Monument? Oui, monument. Malgré les réserves émises sur son architecture.

Se rend-on compte à quel point il est extraordinaire que, pour commencer, cette salle ait accédé à l'existence? Et ce, après des décennies de PPP (petite politique politicienne) et de premières pelletées de terre jamais suivies d'une deuxième... dans une ville où il est devenu à peu près impossible de faire quoi que ce soit? Faut-il rappeler que l'un des plus récents édifices publics à avoir surgi de terre est la monstrueuse ruine flambant neuve de l'îlot Voyageur?

Aussi est-il douteux que le contribuable moyen - aussi appelé: cochon de payant - se dise spontanément: enfer et damnation, la nouvelle salle n'est pas la splendeur architecturale que quelques malheureuses dizaines de millions de dollars de plus auraient pu édifier!
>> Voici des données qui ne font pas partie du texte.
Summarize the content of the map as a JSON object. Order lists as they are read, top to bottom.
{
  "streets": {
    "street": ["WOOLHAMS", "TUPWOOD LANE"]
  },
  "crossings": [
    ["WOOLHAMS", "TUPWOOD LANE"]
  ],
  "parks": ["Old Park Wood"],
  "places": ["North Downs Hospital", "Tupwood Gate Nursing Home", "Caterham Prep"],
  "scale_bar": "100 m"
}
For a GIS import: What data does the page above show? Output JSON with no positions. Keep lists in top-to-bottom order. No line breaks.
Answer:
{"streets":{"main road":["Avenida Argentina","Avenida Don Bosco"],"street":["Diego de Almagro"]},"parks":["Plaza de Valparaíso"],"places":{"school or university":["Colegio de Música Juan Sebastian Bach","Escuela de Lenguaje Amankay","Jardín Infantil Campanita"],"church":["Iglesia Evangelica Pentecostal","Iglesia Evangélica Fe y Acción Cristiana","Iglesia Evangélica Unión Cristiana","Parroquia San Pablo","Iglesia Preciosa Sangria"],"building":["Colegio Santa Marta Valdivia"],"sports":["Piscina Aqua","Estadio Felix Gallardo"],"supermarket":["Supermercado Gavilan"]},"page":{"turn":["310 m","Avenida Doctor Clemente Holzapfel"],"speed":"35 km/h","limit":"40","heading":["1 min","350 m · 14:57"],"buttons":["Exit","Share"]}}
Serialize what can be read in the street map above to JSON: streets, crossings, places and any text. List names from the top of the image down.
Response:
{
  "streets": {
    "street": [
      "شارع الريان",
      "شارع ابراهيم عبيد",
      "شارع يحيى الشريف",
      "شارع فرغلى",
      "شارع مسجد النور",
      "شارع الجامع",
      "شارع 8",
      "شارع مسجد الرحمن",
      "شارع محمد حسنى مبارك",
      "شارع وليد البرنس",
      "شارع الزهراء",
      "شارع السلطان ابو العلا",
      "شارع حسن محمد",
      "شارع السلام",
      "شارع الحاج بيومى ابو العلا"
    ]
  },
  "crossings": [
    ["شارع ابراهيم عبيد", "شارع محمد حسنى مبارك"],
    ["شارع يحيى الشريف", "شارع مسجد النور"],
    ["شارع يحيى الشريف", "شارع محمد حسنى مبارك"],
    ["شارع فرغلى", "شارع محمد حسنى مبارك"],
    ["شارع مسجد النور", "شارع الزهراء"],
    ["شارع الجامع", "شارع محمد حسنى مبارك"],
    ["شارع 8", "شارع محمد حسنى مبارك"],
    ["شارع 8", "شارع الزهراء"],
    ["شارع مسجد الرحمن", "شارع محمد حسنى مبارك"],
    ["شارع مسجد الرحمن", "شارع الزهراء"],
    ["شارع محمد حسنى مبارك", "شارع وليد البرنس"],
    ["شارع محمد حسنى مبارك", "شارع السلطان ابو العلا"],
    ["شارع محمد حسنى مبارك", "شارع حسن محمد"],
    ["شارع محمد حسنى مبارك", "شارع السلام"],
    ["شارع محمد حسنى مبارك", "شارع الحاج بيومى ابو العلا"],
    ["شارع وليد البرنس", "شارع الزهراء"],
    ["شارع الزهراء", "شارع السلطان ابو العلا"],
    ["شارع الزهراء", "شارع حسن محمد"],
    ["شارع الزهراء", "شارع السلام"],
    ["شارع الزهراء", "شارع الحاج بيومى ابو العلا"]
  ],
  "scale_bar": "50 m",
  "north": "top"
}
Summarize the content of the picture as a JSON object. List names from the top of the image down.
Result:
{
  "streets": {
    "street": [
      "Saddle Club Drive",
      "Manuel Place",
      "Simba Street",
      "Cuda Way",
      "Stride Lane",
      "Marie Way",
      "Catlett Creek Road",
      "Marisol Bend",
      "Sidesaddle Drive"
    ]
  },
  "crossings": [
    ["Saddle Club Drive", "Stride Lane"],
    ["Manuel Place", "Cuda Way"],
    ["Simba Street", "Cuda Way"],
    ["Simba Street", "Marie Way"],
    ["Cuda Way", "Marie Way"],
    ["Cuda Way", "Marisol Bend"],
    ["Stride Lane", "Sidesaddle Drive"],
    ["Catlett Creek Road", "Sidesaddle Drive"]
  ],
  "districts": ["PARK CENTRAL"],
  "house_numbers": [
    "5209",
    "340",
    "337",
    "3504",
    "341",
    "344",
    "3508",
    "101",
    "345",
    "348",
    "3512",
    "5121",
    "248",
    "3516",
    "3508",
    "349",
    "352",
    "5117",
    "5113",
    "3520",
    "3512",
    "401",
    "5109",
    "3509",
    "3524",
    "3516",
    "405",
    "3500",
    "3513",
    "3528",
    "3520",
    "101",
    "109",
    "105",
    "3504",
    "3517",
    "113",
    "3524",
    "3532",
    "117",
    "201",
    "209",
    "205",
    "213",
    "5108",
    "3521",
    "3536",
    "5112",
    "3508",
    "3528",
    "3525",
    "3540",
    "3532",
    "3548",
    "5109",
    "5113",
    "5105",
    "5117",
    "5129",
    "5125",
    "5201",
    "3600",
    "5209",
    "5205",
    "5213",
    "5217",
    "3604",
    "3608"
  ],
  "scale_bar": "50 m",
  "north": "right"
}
D'ailleurs, la Maison symphonique est-elle vraiment moins réussie que, par exemple, la Grande Bibliothèque - les lamelles de verre tombantes en moins?

En fait, on soupçonne que certains, plus amateurs d'idéologie que de musique, ne pardonneront jamais à la Maison symphonique d'avoir été construite en partenariat public-privé, cette hydre à deux têtes dévoreuse de modèle québécois.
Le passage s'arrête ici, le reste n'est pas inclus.